■ AVAILABLE DATA:
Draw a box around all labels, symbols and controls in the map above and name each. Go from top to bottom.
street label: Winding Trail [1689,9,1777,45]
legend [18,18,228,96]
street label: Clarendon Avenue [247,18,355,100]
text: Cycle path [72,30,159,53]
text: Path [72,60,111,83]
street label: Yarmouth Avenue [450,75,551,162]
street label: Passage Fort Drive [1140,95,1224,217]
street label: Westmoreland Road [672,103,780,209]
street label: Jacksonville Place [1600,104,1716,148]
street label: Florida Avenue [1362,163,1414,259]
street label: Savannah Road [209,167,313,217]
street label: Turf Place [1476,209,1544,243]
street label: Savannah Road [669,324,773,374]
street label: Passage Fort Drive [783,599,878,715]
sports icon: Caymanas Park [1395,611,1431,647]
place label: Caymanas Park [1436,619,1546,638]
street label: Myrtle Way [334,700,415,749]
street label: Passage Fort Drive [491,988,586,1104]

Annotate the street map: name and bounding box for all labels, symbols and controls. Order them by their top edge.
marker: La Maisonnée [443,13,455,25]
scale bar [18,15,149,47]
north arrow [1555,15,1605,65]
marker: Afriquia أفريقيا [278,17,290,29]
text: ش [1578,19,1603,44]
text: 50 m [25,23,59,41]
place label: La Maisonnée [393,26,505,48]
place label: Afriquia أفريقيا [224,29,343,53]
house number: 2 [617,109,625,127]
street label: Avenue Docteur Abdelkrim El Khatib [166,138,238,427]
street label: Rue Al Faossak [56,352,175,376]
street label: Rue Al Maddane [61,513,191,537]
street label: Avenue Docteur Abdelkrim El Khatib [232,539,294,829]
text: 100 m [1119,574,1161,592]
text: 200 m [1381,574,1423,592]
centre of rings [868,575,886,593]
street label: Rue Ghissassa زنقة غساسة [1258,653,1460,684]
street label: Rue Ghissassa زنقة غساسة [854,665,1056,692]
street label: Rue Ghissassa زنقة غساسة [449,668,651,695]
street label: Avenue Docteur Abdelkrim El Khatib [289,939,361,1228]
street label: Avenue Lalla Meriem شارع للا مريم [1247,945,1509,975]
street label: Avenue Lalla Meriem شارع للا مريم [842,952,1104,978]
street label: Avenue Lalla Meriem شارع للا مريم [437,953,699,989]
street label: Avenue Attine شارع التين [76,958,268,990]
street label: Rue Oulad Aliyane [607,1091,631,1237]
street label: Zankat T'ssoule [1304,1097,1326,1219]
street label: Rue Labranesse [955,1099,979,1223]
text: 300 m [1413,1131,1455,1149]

■ ABOUT THIS TASK:
Reproduce every record word for word.

■ TASK SOLUTION:
Draw a box around all labels, symbols and controls in the map above and name each. Go from top to bottom.
street label: Winding Trail [1689,9,1777,45]
legend [18,18,228,96]
street label: Clarendon Avenue [247,18,355,100]
text: Cycle path [72,30,159,53]
text: Path [72,60,111,83]
street label: Yarmouth Avenue [450,75,551,162]
street label: Passage Fort Drive [1140,95,1224,217]
street label: Westmoreland Road [672,103,780,209]
street label: Jacksonville Place [1600,104,1716,148]
street label: Florida Avenue [1362,163,1414,259]
street label: Savannah Road [209,167,313,217]
street label: Turf Place [1476,209,1544,243]
street label: Savannah Road [669,324,773,374]
street label: Passage Fort Drive [783,599,878,715]
sports icon: Caymanas Park [1395,611,1431,647]
place label: Caymanas Park [1436,619,1546,638]
street label: Myrtle Way [334,700,415,749]
street label: Passage Fort Drive [491,988,586,1104]

Annotate the street map: name and bounding box for all labels, symbols and controls. Order them by their top edge.
marker: La Maisonnée [443,13,455,25]
scale bar [18,15,149,47]
north arrow [1555,15,1605,65]
marker: Afriquia أفريقيا [278,17,290,29]
text: ش [1578,19,1603,44]
text: 50 m [25,23,59,41]
place label: La Maisonnée [393,26,505,48]
place label: Afriquia أفريقيا [224,29,343,53]
house number: 2 [617,109,625,127]
street label: Avenue Docteur Abdelkrim El Khatib [166,138,238,427]
street label: Rue Al Faossak [56,352,175,376]
street label: Rue Al Maddane [61,513,191,537]
street label: Avenue Docteur Abdelkrim El Khatib [232,539,294,829]
text: 100 m [1119,574,1161,592]
text: 200 m [1381,574,1423,592]
centre of rings [868,575,886,593]
street label: Rue Ghissassa زنقة غساسة [1258,653,1460,684]
street label: Rue Ghissassa زنقة غساسة [854,665,1056,692]
street label: Rue Ghissassa زنقة غساسة [449,668,651,695]
street label: Avenue Docteur Abdelkrim El Khatib [289,939,361,1228]
street label: Avenue Lalla Meriem شارع للا مريم [1247,945,1509,975]
street label: Avenue Lalla Meriem شارع للا مريم [842,952,1104,978]
street label: Avenue Lalla Meriem شارع للا مريم [437,953,699,989]
street label: Avenue Attine شارع التين [76,958,268,990]
street label: Rue Oulad Aliyane [607,1091,631,1237]
street label: Zankat T'ssoule [1304,1097,1326,1219]
street label: Rue Labranesse [955,1099,979,1223]
text: 300 m [1413,1131,1455,1149]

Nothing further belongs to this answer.